(Stored data entries)
---*---

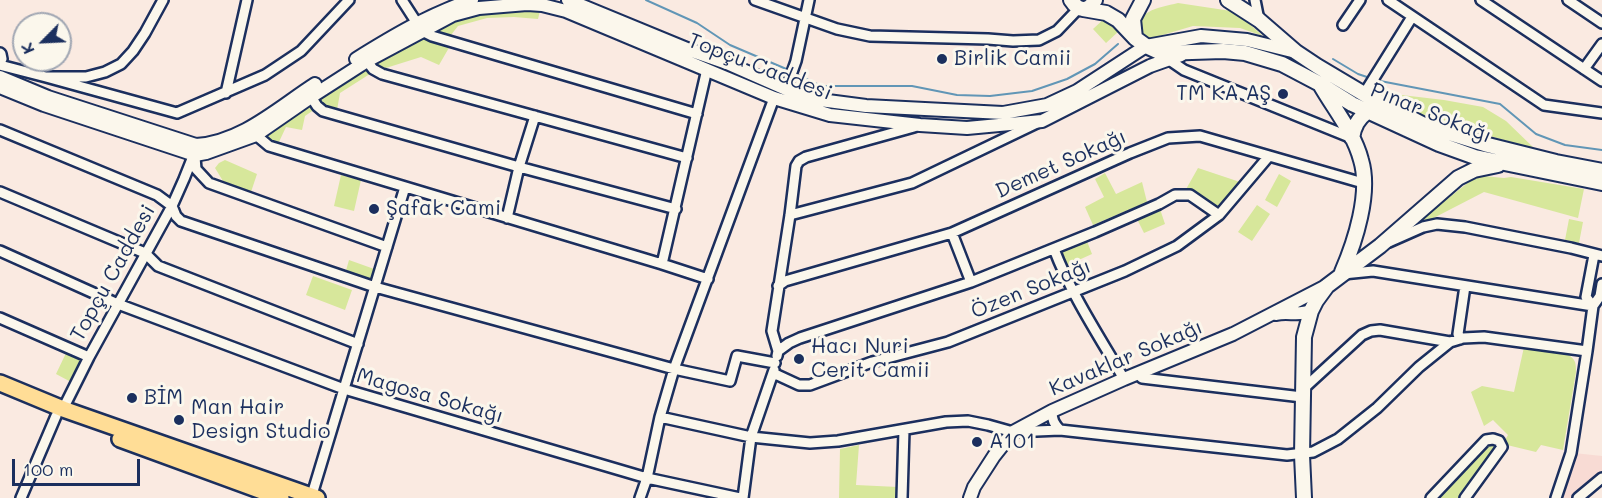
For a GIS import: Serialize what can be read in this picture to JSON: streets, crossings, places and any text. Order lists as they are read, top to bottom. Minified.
{"streets":{"main road":["Pınar Sokağı"],"street":["Topçu Caddesi","Demet Sokağı","Özen Sokağı","Kavaklar Sokağı","Magosa Sokağı"]},"crossings":[["Topçu Caddesi","Pınar Sokağı"],["Topçu Caddesi","Magosa Sokağı"],["Demet Sokağı","Özen Sokağı"]],"places":["Birlik Camii","TM KA AŞ","Şafak Cami","Hacı Nuri Cerit Camii","BİM","Man Hair Design Studio","A101"],"scale_bar":"100 m","north":"bottom left"}
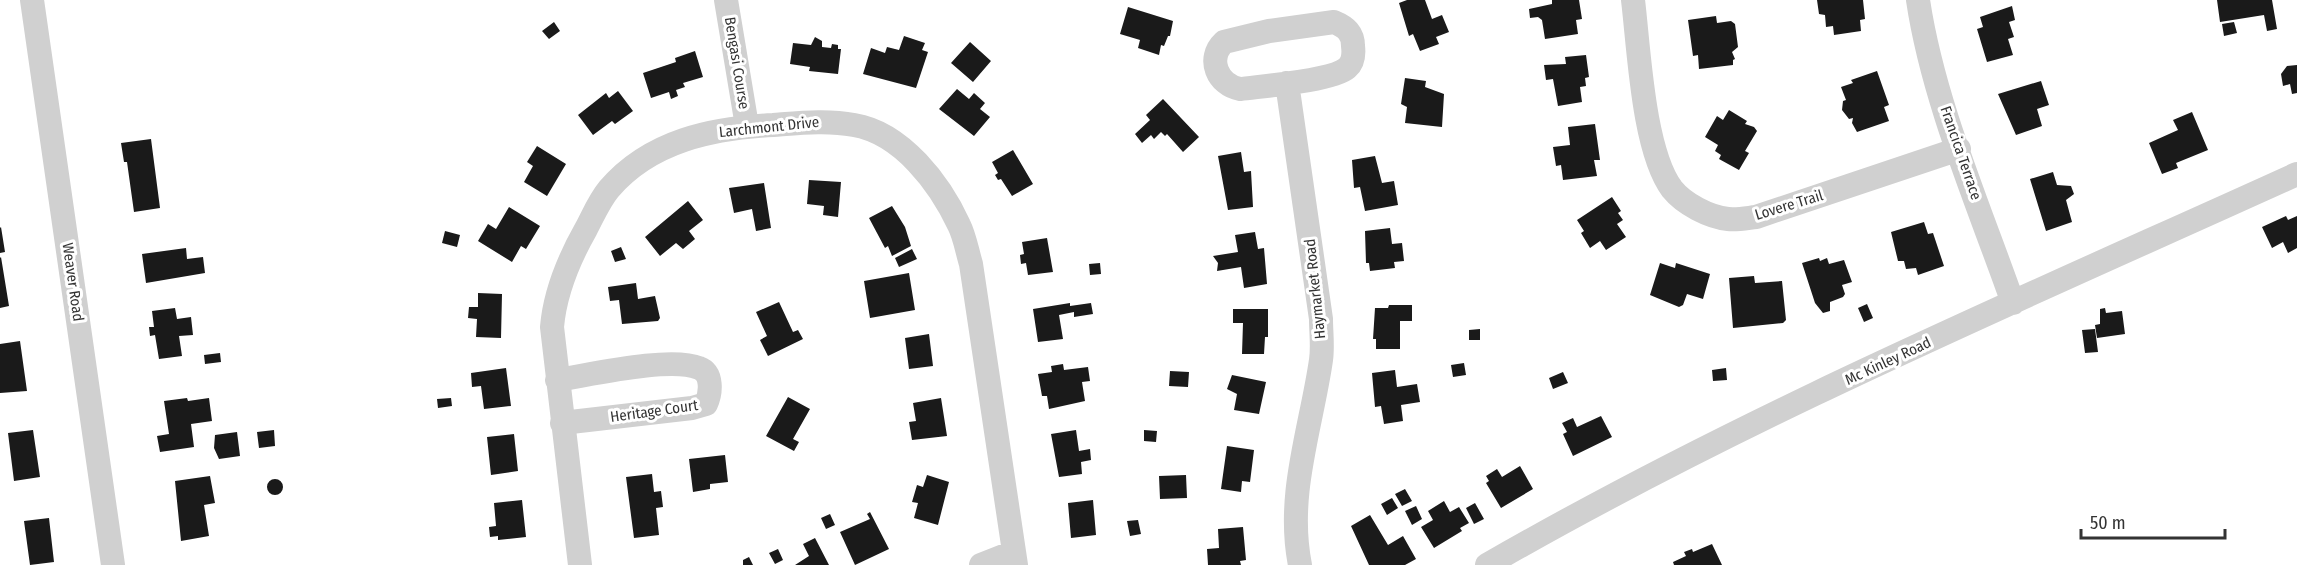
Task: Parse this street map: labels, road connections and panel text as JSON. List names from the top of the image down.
{
  "streets": {
    "street": [
      "Bengasi Course",
      "Larchmont Drive",
      "Francica Terrace",
      "Lovere Trail",
      "Weaver Road",
      "Haymarket Road",
      "Mc Kinley Road",
      "Heritage Court"
    ]
  },
  "crossings": [
    ["Bengasi Course", "Larchmont Drive"],
    ["Larchmont Drive", "Heritage Court"],
    ["Francica Terrace", "Lovere Trail"],
    ["Francica Terrace", "Mc Kinley Road"]
  ],
  "scale_bar": "50 m"
}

---*---

**YOUR GOAL**
Every record is to be reproduced exactly, with no pictures included.

**TASK ANSWER**
For a GIS import: Serialize what can be read in this picture to JSON: streets, crossings, places and any text. Order lists as they are read, top to bottom. Minified.
{"streets":{"main road":["Pınar Sokağı"],"street":["Topçu Caddesi","Demet Sokağı","Özen Sokağı","Kavaklar Sokağı","Magosa Sokağı"]},"crossings":[["Topçu Caddesi","Pınar Sokağı"],["Topçu Caddesi","Magosa Sokağı"],["Demet Sokağı","Özen Sokağı"]],"places":["Birlik Camii","TM KA AŞ","Şafak Cami","Hacı Nuri Cerit Camii","BİM","Man Hair Design Studio","A101"],"scale_bar":"100 m","north":"bottom left"}
Task: Parse this street map: labels, road connections and panel text as JSON. List names from the top of the image down.
{
  "streets": {
    "street": [
      "Bengasi Course",
      "Larchmont Drive",
      "Francica Terrace",
      "Lovere Trail",
      "Weaver Road",
      "Haymarket Road",
      "Mc Kinley Road",
      "Heritage Court"
    ]
  },
  "crossings": [
    ["Bengasi Course", "Larchmont Drive"],
    ["Larchmont Drive", "Heritage Court"],
    ["Francica Terrace", "Lovere Trail"],
    ["Francica Terrace", "Mc Kinley Road"]
  ],
  "scale_bar": "50 m"
}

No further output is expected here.